* **TASK ITEM**
Print the records below exactly. Omit every picture.

* **EXERCISE INPUT**

#####

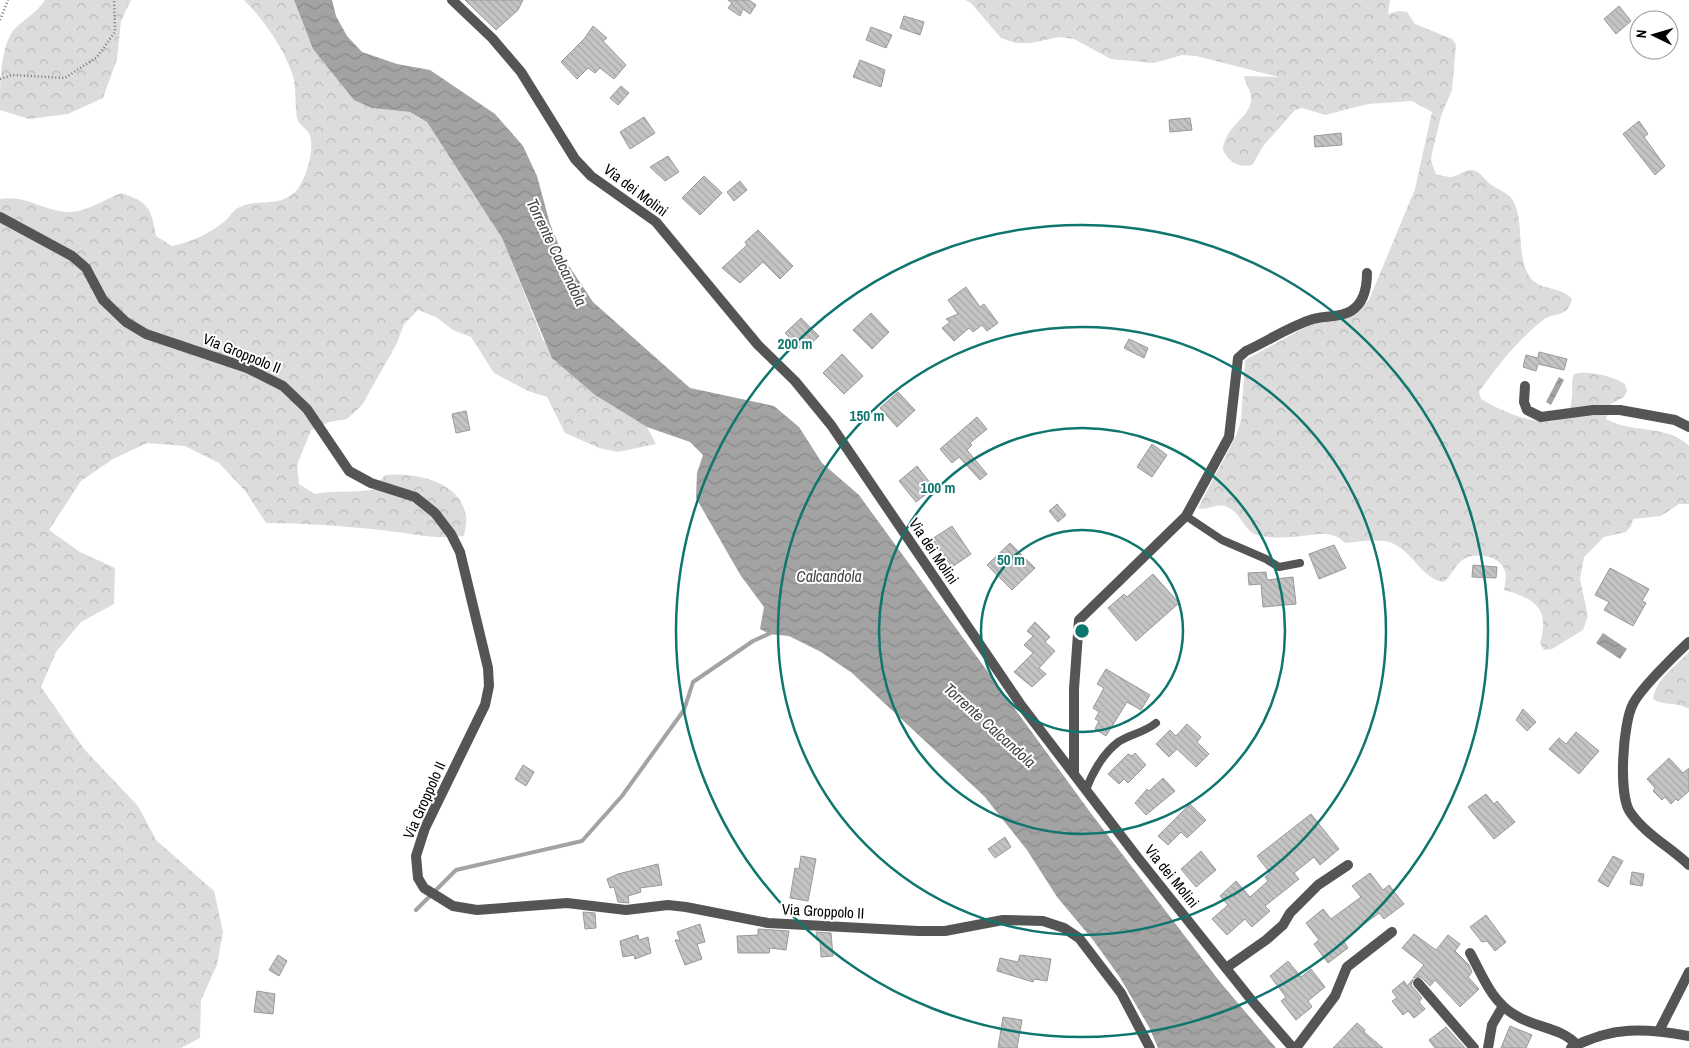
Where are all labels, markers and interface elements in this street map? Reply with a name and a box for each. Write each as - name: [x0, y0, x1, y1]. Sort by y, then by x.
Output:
- north arrow: [1629, 10, 1679, 60]
- text: N: [1632, 29, 1650, 39]
- street label: Via dei Molini: [599, 159, 673, 221]
- water label: Torrente Calcandola: [521, 195, 593, 309]
- street label: Via Groppolo II: [200, 328, 284, 378]
- text: 200 m: [778, 333, 812, 354]
- text: 150 m: [850, 405, 884, 426]
- text: 100 m: [921, 477, 955, 498]
- street label: Via dei Molini: [904, 514, 964, 588]
- text: 50 m: [997, 549, 1025, 570]
- water label: Calcandola: [796, 565, 862, 587]
- centre of rings: [1073, 622, 1091, 640]
- water label: Torrente Calcandola: [939, 678, 1041, 772]
- street label: Via Groppolo II: [398, 758, 450, 842]
- street label: Via dei Molini: [1140, 840, 1204, 912]
- street label: Via Groppolo II: [781, 898, 865, 924]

#####

* **YOUR SOLUTION**
Where are all labels, markers and interface elements in this street map? Reply with a name and a box for each. Write each as - name: [x0, y0, x1, y1]. Sort by y, then by x.
Output:
- north arrow: [1629, 10, 1679, 60]
- text: N: [1632, 29, 1650, 39]
- street label: Via dei Molini: [599, 159, 673, 221]
- water label: Torrente Calcandola: [521, 195, 593, 309]
- street label: Via Groppolo II: [200, 328, 284, 378]
- text: 200 m: [778, 333, 812, 354]
- text: 150 m: [850, 405, 884, 426]
- text: 100 m: [921, 477, 955, 498]
- street label: Via dei Molini: [904, 514, 964, 588]
- text: 50 m: [997, 549, 1025, 570]
- water label: Calcandola: [796, 565, 862, 587]
- centre of rings: [1073, 622, 1091, 640]
- water label: Torrente Calcandola: [939, 678, 1041, 772]
- street label: Via Groppolo II: [398, 758, 450, 842]
- street label: Via dei Molini: [1140, 840, 1204, 912]
- street label: Via Groppolo II: [781, 898, 865, 924]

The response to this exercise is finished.